Dataset entries:
────────────────────────────────────────

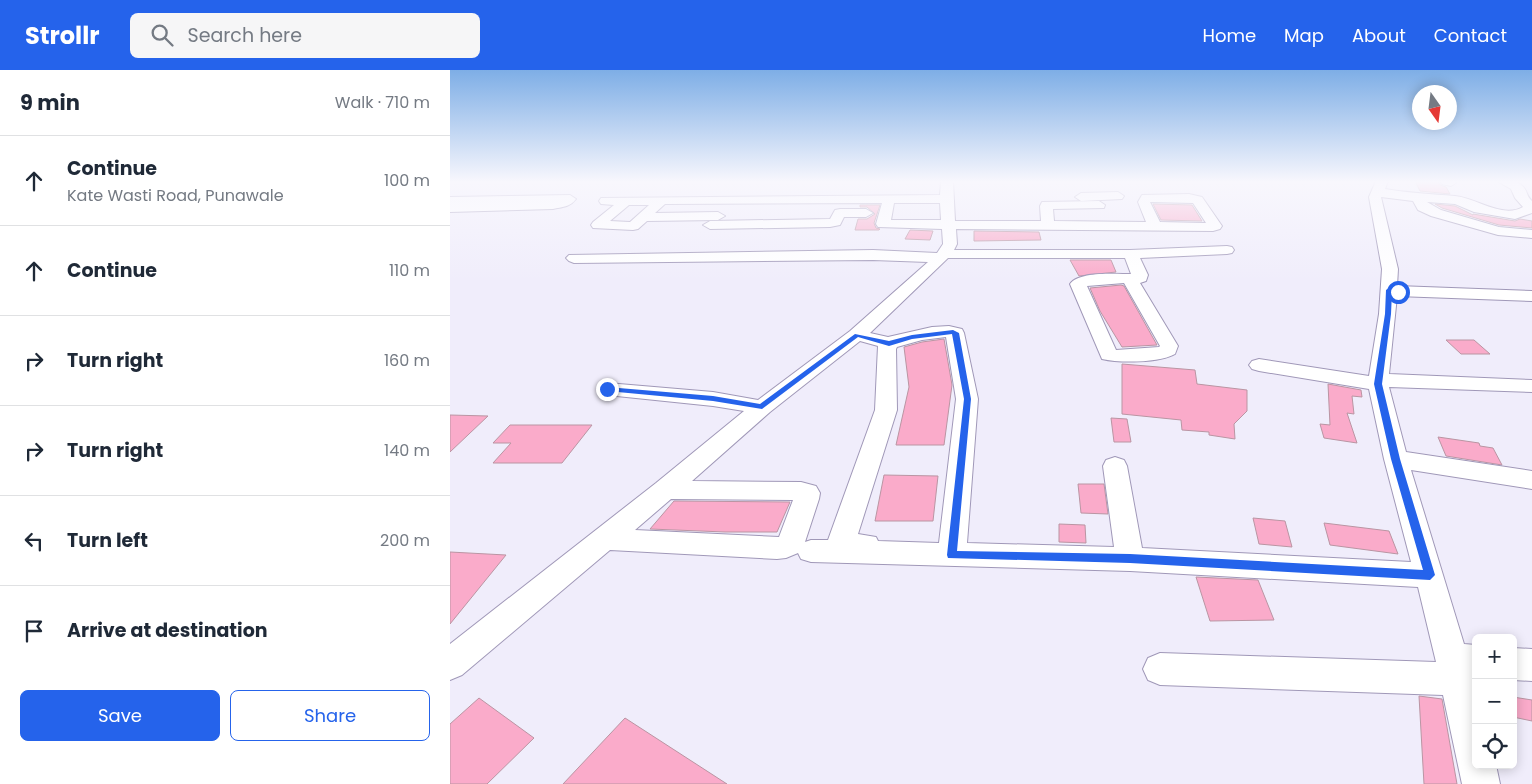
<!DOCTYPE html>
<meta charset="utf-8">
<style>
body{margin:0;font-family:Poppins,sans-serif;background:#f6f6f7;color:#1f2937}
.controls{position:absolute;right:15px;bottom:15px;display:grid;overflow:hidden;border-radius:8px;box-shadow:0 2px 12px #0003}
.controls button{width:45px;height:45px;display:grid;place-items:center;padding:0;border:0;border-bottom:1px solid #e0e1e3;background:#fff;color:#1f2937;font:25px sans-serif}
.compass{position:absolute;left:962px;top:15px;width:45px;height:45px;border-radius:50%;background:#fff;box-shadow:0 2px 12px #0003;rotate:166deg}
.stop{position:absolute;width:15px;height:15px;margin:-11px;border:4px solid #2563eb;border-radius:50%;background:#fff}
.stop.end{background:#2563eb;border-color:#fff;box-shadow:0 1px 5px #0008}
.list{margin:0;padding:0;list-style:none}
h2{display:flex;justify-content:space-between;align-items:center;height:65px;margin:0;padding:0 20px;font-size:21px}
h2 small{font-size:16px;font-weight:400;color:#747a83}
.list li{display:grid;grid-template-columns:32px 1fr auto;gap:15px;align-items:center;box-sizing:border-box;height:90px;padding:0 20px;border-top:1px solid #e0e1e3}
.list b{display:block;font-size:19px;white-space:nowrap}
.list p{margin:0;font-size:16px;white-space:nowrap;color:#747a83}
.list em{font-size:16px;font-style:normal;color:#747a83}
.actions{display:flex;gap:10px;padding:15px 20px}
.actions a{flex:1;padding:11px 0;border:1px solid #2563eb;border-radius:8px;text-align:center;font-size:18px;color:#2563eb}
.actions .main{background:#2563eb;color:#fff}
.icon{flex:none;width:28px;height:28px;fill:none;stroke:currentColor;stroke-width:2;stroke-linecap:round;stroke-linejoin:round}
.map{position:relative;flex:none;width:1082px;height:714px;overflow:hidden}
header{display:flex;align-items:center;gap:30px;box-sizing:border-box;height:70px;padding:0 25px;background:#2563eb;color:#fff}
header strong{font-size:24px}
nav{display:flex;gap:28px;margin-inline-start:auto;font-size:18px}
.search{width:350px;height:45px;background:#f6f6f7;display:flex;align-items:center;gap:12px;box-sizing:border-box;padding:0 18px;border-radius:8px;color:#747a83;font-size:19px}
main{display:flex}
aside{flex:1;background:#fff}
.map>svg:first-child{display:block}
.building{fill:#faabca;stroke:#ba95a3}
.lines{fill:none;stroke-linecap:round;stroke-linejoin:round}
.minor-casing{stroke:#a098b8;stroke-width:2}
.minor{fill:#fff;fill-rule:evenodd}
.route{fill:#2563eb}
</style>
<header>
<strong>Strollr</strong>
<div class="search"><svg class="icon" aria-label="search" viewBox="0 0 24 24"><circle cx="10" cy="10" r="6"/><path d="M15 15l6 6"/></svg>Search here</div>
<nav><a>Home</a><a>Map</a><a>About</a><a>Contact</a></nav>
</header>
<main>
<aside>
<h2>9 min<small>Walk · 710 m</small></h2>
<ul class="list">
<li><svg class="icon" aria-label="ahead" viewBox="0 0 24 24"><path d="M12 20V5M6 11l6-6 6 6"/></svg><div><b>Continue</b><p>Kate Wasti Road, Punawale</p></div><em>100 m</em></li>
<li><svg class="icon" aria-label="ahead" viewBox="0 0 24 24"><path d="M12 20V5M6 11l6-6 6 6"/></svg><div><b>Continue</b></div><em>110 m</em></li>
<li><svg class="icon" aria-label="right" viewBox="0 0 24 24"><path d="M7 20v-9h11M14 6l5 5-5 5"/></svg><div><b>Turn right</b></div><em>160 m</em></li>
<li><svg class="icon" aria-label="right" viewBox="0 0 24 24"><path d="M7 20v-9h11M14 6l5 5-5 5"/></svg><div><b>Turn right</b></div><em>140 m</em></li>
<li><svg class="icon" aria-label="left" viewBox="0 0 24 24"><path d="M17 20v-9H6M10 6l-5 5 5 5"/></svg><div><b>Turn left</b></div><em>200 m</em></li>
<li><svg class="icon" aria-label="arrive" viewBox="0 0 24 24"><path d="M6 21V4h12l-3 4 3 4H6"/></svg><div><b>Arrive at destination</b></div></li>
</ul>
<div class="actions"><a class="main">Save</a><a>Share</a></div>
</aside>
<div class="map">
<svg width="1082" height="714" viewBox="0 0 1082 714">
<rect width="100%" height="100%" fill="#f0edfb"/>
<!-- building -->
<g class="building">
<path d="M965,111H988L990,115L996,117L1000,124L970,121Z"/>
<path d="M703,134L742,135L752,151L711,150Z"/>
<path d="M985,134L1005,136L1023,145V144L1065,151L1070,149L1082,151V158L1049,155L992,138Z"/>
<path d="M410,135H430L424,153L426,158L430,159L429,160H405L408,149H417L425,144L417,137H410Z"/>
<path d="M460,160L483,161L480,170L455,169Z"/>
<path d="M524,161L589,162L591,170L524,171Z"/>
<path d="M620,190H661L666,202L629,206Z"/>
<path d="M671,215L674,216L707,275L672,277L650,241L640,218Z"/>
<path d="M494,269L502,315L494,375H446L459,317L454,277L472,272Z"/>
<path d="M996,270H1024L1040,284H1011Z"/>
<path d="M672,294L745,300L747,314L797,320V341L784,354L785,369L759,365V362L732,360L731,350L672,344Z"/>
<path d="M878,314L911,320L912,327L902,326L904,344L897,343L907,373L874,368L870,354L880,355Z"/>
<path d="M0,345L38,346L0,382Z"/>
<path d="M661,348L677,349L681,372H664Z"/>
<path d="M60,355H142L112,393H43L61,373H43Z"/>
<path d="M988,367L1029,373L1030,376L1043,378L1052,395L996,386Z"/>
<path d="M434,405L488,406L483,451H425Z"/>
<path d="M628,414H654L658,444L631,443Z"/>
<path d="M224,431L340,432L327,462H275L200,459Z"/>
<path d="M803,448L835,451L842,477L809,474Z"/>
<path d="M874,453L939,461L948,484L880,475Z"/>
<path d="M609,454L635,455L636,473L609,472Z"/>
<path d="M0,482L56,485L0,554Z"/>
<path d="M746,507L808,510L824,550L760,551Z"/>
<path d="M969,626L992,629L1007,714H974Z"/>
<path d="M1063,627L1082,630V651L1063,647Z"/>
<path d="M29,628L84,668L37,714H0V654Z"/>
<path d="M175,648L277,714H113Z"/>
</g>
<g class="lines">
<defs>
<g id="minor">
<path d="M491,111H503L505,151H591L590,136L592,132L649,131L655,135L654,138L603,139L604,151L696,152L688,132L692,125L739,124L752,127L772,156L770,159L763,161L506,159L507,174L504,180H680L777,176L782,177L784,180L782,183L777,184L690,188L698,205L696,211L690,213L728,276L725,284C710,293 669,293 652,289L620,214C629,201 666,204 681,204L675,188H498L420,263L438,267L482,257L499,256L512,259L514,263L528,329L517,473L664,477L653,396L656,390L665,387L674,390L677,396L692,478L961,492L934,389L919,319L809,301L802,299L799,295L802,291L809,289L919,306L929,244L932,199L919,127L926,111H938L935,119C958,123 982,124 1005,126C1027,128 1052,149 1073,137L1065,128L1061,119L1047,111C1058,110 1070,109 1076,121C1078,126 1078,127 1082,131V143L1065,149L1024,142L1005,134L977,132L991,140L1049,157L1082,160V168L1048,165L981,146L968,140L963,131L931,127L948,199L947,216L1082,221V231L947,226L939,304L1082,310V322L939,317L956,382L1082,401V419L961,400L1014,574L1026,575V607L1023,606L1026,619V695H1046L1050,714H1012L993,625L710,615L698,610L693,599L698,588L710,583L986,592L968,517L680,501L361,492L351,489L348,483L336,488L327,489L160,480L12,605L0,610V574L206,413L294,341L263,336L157,325L150,323L147,319L150,315L157,313L263,322L308,330L400,261L478,192L423,190L124,193L119,191L116,188L119,185L423,180L487,183L493,174L492,159L428,157L426,154L432,133L215,134L205,143L268,142L275,146L268,150L197,151L188,159L183,160L143,158L141,155L143,152L164,135L151,134L149,131L151,128L490,125ZM700,132L743,133L756,153L710,152ZM444,133H490L491,150H441ZM179,135H199L180,152L160,151ZM674,213L710,276L709,277L666,280L637,216ZM496,267L506,329L489,473L428,471L426,467L408,464L447,340L446,279L447,277L472,270ZM410,271L428,276L425,340L378,470H361L355,472L369,429L370,423L366,416L351,412L242,411L320,342ZM221,429L343,430L329,467L185,460Z"/>
<path d="M990,111H1006L1007,112L1001,116L992,114Z"/>
<path d="M668,122L674,126L672,129L631,131L625,127L631,123Z"/>
<path d="M120,125L126,129C120,137 112,137 103,139L0,142V127Z"/>
<path d="M390,139H416L423,143L416,147H394L390,155L380,157L260,159L253,155L260,151L380,149L385,140Z"/>
<path d="M1063,578L1082,579V611L1063,610Z"/>
</g>
</defs>
<!-- minor casing -->
<use href="#minor" class="minor-casing"/>
<!-- minor -->
<use href="#minor" class="minor"/>
</g>
<!-- sky -->
<linearGradient id="sky" x2="0" y2="1"><stop stop-color="#7eaee6"/><stop offset="0.53" stop-color="#f8f7fd"/><stop offset="1" stop-color="#f8f7fd" stop-opacity="0"/></linearGradient>
<rect width="1082" height="211" fill="url(#sky)"/>
<!-- route -->
<path class="route" d="M939,218L952,222L948,224L942,222L941,244L932,314L950,389L985,505L980,510L680,493L498,488L497,485L514,329L502,264L462,269L439,276L408,267L312,339L263,331L157,321L153,319L157,317L263,326L310,334L405,264L439,271L462,265L503,260L509,263L521,329L507,481L680,484L973,500L941,389L924,314L935,244L936,220Z"/>
</svg>
<div class="controls">
<button>+</button>
<button>−</button>
<button><svg class="icon" aria-label="locate" viewBox="0 0 24 24"><circle cx="12" cy="12" r="6"/><path d="M12 2v4M12 18v4M2 12h4M18 12h4"/></svg></button>
</div>
<svg class="compass" viewBox="-18 -18 36 36"><path d="M0-13l5 13h-10z" fill="#e53935"/><path d="M0 13l5-13h-10z" fill="#747a83"/></svg>
<div class="stop" style="left:948px;top:222px"></div>
<div class="stop end" style="left:157px;top:319px"></div>
</div>
</main>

────────────────────────────────────────

Only the number is needed here: how many lines of the records contain "block"?

2